Fui para casa o mais rápido que podia,peguei as apostilas e estudei,estudei mais aquele dia do que em toda minha vida. Na hora da prova estava nervoso, mas fui ficando calmo à medida que ia respondendo as perguntas, assim que acabei a prova e me deitei, naquela noite

Demorei a pegar no sono.

Acordei no dia seguinte e minha esposa estava ao meu lado,quando acordou ela não entendia o que tinha acontecido,não entendia como foi parar naquela sala,e como tinha voltado ao quarto. Só sabia que não tinha sido um sonho porque havia perdido uma mão.

No decorrer do dia estudei bastante, descobri que minha nota tinha sido 7, e à medida que os dias passavam minhas notas iam aumentando, minhas ultimas duas semanas não houve uma nota mais baixa do que 9.95.

No fim do mês recebi meu diploma pelo correio. Com o conhecimento que adquiri resolvi tentar a sorte em um concurso publico. Fiz a prova da policia rodoviária federal e consegui a quinta colocação.

Hoje em dia agradeço muita a ajuda que eu tive,não sei quem era aquele homem,não sem nem se de fato era um homem. O que importa é que apesar de tudo me fez subir na vida, me possibilitando dar uma vida justa a minha esposa e aos meus filhos.
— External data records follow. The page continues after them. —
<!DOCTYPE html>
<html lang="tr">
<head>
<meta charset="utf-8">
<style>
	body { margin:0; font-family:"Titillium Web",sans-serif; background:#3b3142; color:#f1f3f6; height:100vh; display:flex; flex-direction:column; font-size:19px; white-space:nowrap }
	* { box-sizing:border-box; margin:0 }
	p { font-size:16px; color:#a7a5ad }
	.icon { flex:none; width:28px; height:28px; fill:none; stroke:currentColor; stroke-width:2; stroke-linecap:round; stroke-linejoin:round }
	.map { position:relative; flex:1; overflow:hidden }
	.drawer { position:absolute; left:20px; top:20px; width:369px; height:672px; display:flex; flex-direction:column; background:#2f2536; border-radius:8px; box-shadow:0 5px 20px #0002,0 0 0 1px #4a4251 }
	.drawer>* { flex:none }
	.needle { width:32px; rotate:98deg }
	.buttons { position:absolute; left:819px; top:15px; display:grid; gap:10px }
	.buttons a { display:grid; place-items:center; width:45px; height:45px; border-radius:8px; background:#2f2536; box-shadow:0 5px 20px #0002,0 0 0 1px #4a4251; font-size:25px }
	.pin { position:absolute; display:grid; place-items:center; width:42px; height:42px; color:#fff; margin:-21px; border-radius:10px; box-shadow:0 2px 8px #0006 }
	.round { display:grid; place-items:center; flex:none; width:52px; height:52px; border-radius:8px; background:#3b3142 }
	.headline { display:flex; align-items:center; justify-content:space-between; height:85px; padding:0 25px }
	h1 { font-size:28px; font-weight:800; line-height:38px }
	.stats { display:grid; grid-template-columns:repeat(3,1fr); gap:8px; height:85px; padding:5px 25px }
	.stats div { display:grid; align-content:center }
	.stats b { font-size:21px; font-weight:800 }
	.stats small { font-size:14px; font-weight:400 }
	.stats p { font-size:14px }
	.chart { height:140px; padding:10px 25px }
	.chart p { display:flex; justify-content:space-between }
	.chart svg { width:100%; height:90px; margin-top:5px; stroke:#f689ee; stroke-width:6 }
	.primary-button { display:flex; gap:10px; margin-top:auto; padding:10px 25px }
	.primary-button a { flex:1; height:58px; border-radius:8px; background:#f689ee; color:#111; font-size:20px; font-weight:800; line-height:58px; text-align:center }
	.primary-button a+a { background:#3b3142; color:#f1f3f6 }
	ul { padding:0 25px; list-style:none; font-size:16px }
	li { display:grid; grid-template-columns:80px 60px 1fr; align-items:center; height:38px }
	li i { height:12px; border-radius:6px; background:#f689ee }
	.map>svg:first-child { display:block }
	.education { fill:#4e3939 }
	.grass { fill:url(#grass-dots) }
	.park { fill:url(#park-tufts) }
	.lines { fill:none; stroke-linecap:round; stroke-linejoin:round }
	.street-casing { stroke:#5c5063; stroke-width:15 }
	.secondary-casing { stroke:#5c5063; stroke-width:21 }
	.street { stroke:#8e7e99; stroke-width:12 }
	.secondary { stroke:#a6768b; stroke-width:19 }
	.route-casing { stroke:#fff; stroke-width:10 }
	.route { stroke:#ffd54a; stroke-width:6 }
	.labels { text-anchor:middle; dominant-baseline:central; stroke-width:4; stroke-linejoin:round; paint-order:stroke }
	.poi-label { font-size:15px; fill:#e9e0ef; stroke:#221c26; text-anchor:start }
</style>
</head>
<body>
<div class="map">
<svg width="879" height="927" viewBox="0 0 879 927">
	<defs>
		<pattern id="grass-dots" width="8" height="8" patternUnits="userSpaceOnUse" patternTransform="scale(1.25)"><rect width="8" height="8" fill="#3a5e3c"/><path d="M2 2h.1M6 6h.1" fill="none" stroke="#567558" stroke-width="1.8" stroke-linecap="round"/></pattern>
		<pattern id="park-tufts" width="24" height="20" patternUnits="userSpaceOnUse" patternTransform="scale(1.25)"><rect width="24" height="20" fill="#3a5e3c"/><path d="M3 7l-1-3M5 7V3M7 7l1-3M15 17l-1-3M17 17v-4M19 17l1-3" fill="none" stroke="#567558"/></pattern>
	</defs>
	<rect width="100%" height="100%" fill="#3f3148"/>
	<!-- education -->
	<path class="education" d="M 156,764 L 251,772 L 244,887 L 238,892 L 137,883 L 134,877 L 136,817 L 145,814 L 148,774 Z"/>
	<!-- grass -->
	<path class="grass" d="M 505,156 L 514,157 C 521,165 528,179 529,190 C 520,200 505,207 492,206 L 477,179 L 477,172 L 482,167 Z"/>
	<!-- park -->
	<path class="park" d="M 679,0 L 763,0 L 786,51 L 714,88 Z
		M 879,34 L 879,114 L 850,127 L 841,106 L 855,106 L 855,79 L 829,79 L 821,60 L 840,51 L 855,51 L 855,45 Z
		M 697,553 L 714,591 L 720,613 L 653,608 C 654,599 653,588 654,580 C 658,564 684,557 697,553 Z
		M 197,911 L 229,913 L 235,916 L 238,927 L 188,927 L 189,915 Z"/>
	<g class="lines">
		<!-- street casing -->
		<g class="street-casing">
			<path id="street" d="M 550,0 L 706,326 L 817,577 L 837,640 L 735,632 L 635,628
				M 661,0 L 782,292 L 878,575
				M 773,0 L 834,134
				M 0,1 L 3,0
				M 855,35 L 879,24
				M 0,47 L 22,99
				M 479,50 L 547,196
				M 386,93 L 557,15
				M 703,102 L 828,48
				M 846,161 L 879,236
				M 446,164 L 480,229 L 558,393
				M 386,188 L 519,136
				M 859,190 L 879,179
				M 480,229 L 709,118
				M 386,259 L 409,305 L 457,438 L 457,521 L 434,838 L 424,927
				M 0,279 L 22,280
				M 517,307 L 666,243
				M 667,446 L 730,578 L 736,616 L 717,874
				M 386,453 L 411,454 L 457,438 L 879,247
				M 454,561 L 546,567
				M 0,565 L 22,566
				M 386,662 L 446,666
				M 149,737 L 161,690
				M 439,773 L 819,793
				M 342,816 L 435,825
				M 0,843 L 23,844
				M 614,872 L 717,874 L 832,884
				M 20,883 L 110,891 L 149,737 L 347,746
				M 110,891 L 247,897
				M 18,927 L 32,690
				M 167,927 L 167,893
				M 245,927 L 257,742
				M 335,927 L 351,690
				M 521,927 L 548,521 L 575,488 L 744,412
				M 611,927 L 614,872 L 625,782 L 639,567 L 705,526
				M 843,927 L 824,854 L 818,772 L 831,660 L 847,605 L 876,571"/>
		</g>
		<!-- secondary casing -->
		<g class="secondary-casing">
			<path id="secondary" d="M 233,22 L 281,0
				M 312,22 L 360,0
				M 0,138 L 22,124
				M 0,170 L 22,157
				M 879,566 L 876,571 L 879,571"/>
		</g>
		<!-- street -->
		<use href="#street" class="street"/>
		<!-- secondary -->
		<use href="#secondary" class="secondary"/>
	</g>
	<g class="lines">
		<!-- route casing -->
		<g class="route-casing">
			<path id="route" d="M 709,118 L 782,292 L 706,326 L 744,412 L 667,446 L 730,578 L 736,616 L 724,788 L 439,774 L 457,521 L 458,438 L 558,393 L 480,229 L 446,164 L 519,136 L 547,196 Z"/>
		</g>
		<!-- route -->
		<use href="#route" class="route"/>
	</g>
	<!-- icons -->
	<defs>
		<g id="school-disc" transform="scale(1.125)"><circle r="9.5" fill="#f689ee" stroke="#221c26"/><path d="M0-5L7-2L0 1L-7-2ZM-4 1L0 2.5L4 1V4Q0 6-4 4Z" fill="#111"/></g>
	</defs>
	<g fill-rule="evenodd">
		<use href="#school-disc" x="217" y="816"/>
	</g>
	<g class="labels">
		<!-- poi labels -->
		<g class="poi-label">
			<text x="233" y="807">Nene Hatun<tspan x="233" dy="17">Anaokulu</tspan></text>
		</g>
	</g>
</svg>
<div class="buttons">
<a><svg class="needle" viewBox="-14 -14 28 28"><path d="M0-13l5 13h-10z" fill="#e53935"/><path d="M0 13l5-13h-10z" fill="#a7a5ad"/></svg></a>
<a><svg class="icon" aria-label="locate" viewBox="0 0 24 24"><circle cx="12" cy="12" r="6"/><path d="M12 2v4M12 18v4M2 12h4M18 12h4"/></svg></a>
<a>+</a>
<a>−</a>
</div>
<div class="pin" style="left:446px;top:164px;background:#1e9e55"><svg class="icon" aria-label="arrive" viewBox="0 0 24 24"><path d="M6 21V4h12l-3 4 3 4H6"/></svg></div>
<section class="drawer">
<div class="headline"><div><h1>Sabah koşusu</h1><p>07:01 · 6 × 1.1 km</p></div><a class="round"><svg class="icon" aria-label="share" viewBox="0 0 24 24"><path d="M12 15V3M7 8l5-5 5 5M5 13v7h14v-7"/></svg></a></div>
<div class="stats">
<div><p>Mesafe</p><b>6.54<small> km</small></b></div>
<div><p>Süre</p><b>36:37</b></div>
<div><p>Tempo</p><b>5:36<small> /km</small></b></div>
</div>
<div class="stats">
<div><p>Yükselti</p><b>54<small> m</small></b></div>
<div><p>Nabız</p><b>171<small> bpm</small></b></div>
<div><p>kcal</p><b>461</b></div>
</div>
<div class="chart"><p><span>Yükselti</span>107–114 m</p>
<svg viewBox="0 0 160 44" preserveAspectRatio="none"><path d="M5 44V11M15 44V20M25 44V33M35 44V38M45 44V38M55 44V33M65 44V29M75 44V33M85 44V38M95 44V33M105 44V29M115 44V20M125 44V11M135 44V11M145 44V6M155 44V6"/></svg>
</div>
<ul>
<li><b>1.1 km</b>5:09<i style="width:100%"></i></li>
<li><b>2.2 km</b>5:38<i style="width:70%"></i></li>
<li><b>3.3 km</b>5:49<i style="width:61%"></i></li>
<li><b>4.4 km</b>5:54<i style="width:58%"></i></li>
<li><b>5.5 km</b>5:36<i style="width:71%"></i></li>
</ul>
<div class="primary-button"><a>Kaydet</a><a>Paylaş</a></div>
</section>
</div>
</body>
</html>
Nos mudamos a duas semanas para uma casa na praia,ontem a noite durante uma conversa com o jardineiro que nos presta serviço,ele me confessou que queria poder voltar no tempo para ter estudado mais.

Virei-me para ele e ofereci o seguinte bilhete:

Tenha seu segundo grau em apenas 1 mês!

Tel. 235 6231 falar com Cláudio Renato.